Cassandra streaming failures: stalled bootstrap, decommission, and rebuild
Bootstrapping stuck in JOINING for six hours. Decommission streaming with zero byte progress after eight hours. Rebuild failed, leaving incomplete token ranges. These are streaming failures.
Streaming moves SSTables between nodes during topology changes and repair. When a session fails, the topology is left incomplete. When it stalls with no progress for more than thirty minutes, the node stays in a transitional state and may not handle traffic correctly. Root causes are usually network timeouts, source node bottlenecks, or configuration mismatches. Unlike client request timeouts, streaming failures do not always surface as explicit errors; a session can hang silently while the control channel stays open.
What this means
Cassandra uses streaming to transfer SSTable data during bootstrap, decommission, rebuild, and repair. In Cassandra 4.0+, Zero Copy Streaming (ZCS) transfers entire SSTable files directly off disk, bypassing object reification and reducing CPU overhead versus the partition-based path. A streaming session is a long-lived TCP connection with a control channel and one or more data channels.

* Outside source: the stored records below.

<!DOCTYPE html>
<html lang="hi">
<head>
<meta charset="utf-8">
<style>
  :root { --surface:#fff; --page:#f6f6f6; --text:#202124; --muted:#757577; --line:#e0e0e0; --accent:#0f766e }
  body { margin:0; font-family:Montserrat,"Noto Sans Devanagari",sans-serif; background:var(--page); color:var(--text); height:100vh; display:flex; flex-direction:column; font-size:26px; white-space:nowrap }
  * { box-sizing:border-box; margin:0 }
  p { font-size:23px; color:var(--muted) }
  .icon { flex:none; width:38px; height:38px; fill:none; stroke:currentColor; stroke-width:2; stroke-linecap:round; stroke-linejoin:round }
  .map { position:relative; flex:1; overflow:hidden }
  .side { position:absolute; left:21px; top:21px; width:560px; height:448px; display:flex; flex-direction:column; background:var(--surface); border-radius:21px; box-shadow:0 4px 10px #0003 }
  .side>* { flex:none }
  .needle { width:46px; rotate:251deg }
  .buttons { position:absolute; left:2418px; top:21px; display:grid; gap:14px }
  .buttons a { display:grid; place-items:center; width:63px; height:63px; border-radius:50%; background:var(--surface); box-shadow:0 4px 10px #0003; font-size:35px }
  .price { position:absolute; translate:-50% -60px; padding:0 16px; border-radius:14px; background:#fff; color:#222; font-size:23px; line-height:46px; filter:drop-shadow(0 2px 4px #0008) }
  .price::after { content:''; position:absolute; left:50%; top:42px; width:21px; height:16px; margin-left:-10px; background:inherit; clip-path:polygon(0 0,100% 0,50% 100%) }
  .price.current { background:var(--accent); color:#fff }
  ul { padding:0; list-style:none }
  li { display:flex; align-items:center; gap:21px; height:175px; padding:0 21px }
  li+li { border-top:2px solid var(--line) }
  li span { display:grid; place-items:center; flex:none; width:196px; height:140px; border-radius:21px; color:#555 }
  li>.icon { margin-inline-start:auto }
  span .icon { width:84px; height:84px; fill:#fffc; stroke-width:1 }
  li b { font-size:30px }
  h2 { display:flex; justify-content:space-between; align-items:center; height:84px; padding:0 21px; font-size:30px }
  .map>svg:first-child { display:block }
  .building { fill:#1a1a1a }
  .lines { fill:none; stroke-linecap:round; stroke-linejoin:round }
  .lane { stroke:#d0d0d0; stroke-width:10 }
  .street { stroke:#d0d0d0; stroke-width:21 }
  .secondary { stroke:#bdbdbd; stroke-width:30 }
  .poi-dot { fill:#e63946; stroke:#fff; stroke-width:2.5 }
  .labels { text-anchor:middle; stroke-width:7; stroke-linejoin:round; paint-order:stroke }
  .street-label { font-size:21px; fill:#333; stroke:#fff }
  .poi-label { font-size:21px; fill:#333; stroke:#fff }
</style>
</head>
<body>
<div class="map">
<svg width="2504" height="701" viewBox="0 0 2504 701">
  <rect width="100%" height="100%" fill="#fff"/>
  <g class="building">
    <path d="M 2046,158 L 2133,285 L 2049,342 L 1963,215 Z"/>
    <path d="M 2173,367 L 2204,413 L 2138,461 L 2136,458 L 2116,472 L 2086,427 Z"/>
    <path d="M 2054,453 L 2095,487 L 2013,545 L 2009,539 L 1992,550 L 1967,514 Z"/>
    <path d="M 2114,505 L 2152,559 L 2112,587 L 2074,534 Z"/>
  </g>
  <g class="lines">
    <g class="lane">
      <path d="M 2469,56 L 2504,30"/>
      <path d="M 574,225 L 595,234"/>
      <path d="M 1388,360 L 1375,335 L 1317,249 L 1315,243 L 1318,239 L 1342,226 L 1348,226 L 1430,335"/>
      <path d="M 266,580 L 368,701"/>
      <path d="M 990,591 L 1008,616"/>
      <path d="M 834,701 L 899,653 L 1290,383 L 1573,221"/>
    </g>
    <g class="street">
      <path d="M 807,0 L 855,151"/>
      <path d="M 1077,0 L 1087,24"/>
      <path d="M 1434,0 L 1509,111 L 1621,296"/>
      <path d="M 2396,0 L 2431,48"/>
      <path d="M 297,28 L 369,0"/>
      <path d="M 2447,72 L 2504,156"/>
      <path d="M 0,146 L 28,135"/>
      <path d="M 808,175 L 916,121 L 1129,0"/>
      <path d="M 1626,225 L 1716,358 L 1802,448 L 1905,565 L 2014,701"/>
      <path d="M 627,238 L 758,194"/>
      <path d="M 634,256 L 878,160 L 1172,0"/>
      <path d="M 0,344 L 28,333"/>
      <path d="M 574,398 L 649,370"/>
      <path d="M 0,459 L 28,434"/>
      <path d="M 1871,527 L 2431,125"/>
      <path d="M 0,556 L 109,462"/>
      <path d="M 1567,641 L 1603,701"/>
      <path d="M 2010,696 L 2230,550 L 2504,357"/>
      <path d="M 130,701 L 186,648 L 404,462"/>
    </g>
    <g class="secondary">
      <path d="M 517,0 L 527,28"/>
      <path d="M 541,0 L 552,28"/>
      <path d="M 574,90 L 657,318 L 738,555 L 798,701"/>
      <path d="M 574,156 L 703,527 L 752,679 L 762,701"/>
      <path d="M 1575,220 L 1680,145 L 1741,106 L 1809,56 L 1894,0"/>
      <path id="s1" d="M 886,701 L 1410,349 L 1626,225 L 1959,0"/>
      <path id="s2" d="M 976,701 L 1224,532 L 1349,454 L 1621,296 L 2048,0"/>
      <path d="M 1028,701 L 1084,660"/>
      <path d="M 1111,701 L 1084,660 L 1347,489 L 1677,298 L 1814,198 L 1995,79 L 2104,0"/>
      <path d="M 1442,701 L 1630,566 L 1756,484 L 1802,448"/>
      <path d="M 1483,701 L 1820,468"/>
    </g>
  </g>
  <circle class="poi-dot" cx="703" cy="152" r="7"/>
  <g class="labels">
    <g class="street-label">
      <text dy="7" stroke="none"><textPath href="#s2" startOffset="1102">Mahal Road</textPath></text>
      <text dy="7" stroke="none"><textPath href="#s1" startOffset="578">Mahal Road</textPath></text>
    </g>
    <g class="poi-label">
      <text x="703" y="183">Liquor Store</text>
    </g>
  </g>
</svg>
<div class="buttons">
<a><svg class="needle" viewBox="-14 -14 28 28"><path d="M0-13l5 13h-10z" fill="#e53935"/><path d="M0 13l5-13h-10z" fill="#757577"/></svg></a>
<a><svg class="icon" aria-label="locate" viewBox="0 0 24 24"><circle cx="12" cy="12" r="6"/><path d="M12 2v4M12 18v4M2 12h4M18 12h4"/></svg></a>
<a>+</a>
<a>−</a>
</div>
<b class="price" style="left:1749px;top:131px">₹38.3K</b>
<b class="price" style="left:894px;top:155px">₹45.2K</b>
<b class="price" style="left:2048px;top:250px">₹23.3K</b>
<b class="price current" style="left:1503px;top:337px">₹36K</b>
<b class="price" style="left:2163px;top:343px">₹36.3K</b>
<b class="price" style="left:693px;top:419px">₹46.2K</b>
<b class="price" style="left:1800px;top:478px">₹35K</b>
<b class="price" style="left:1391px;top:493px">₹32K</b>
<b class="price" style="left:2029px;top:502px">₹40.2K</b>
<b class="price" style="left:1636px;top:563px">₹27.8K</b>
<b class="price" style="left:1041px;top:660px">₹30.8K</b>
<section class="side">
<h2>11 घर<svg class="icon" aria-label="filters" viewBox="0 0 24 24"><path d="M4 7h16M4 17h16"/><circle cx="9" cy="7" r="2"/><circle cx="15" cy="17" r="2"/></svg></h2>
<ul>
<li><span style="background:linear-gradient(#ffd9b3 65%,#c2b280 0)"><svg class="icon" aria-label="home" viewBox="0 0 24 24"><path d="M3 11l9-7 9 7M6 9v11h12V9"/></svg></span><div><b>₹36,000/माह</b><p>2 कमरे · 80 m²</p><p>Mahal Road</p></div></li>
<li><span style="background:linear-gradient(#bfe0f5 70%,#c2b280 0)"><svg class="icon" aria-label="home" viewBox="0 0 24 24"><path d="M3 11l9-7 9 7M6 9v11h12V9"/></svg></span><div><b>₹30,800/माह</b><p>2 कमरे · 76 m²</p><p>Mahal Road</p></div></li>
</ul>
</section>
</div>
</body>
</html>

A failed session is detected when the control channel closes or two consecutive keep-alive cycles fail. A stalled session is different: the connection is alive, but bytes stop moving. If no progress occurs for more than thirty minutes, the operation is frozen. The node remains in a transitional state (JOINING, LEAVING, or REBUILDING) and may not accept or redirect traffic correctly. There is no automatic abort timeout for a stalled bootstrap; the operator must choose between resume, restart, or a full wipe and retry.
Common causes
| Cause | What it looks like | First thing to check |
|---|---|---|
| Firewall or NAT idle timeout | Stream active but bytes frozen; session closes after ~10 min with keep-alive failure | Firewall idle timeout vs streaming keep-alive period |
| Throughput throttle too low for dataset size | Progress moves steadily but ETA is hours or days | stream_throughput_outbound_megabits_per_sec (default 200 Mbps) and data volume |
| Source node overload | Streaming pauses correlate with high compaction pending, GC pauses, or disk IO saturation on the source | nodetool tpstats, GC logs, and iostat on the source node |
| Zero Copy Streaming silently disabled | Cassandra 4.0+ falls back to slow partition-based streaming when internode_encryption is enabled; no warning in netstats | internode_encryption under server_encryption_options in cassandra.yaml |
| CDC or materialized view commitlog overhead | Streaming throughput far below network and disk capacity; high commitlog IO on target | Whether CDC or materialized views are enabled on the target keyspaces; streamed data may double-write to commitlog |
| Consistent bootstrap blocked by DOWN replica | Bootstrap fails immediately or hangs when a replica for the range is unreachable | nodetool status showing non-UN nodes |
| Deprecated timeout parameter ignored | Operator raised streaming_socket_timeout_in_ms but it has no effect in 5.0+; TCP timeout still 300s | Current streaming TCP user timeout parameter in cassandra.yaml |
Quick checks
# Check active streaming sessions and progress
nodetool netstats
# Check cluster topology and node states
nodetool status
# List active SSTable tasks including streaming (Cassandra 4.0+)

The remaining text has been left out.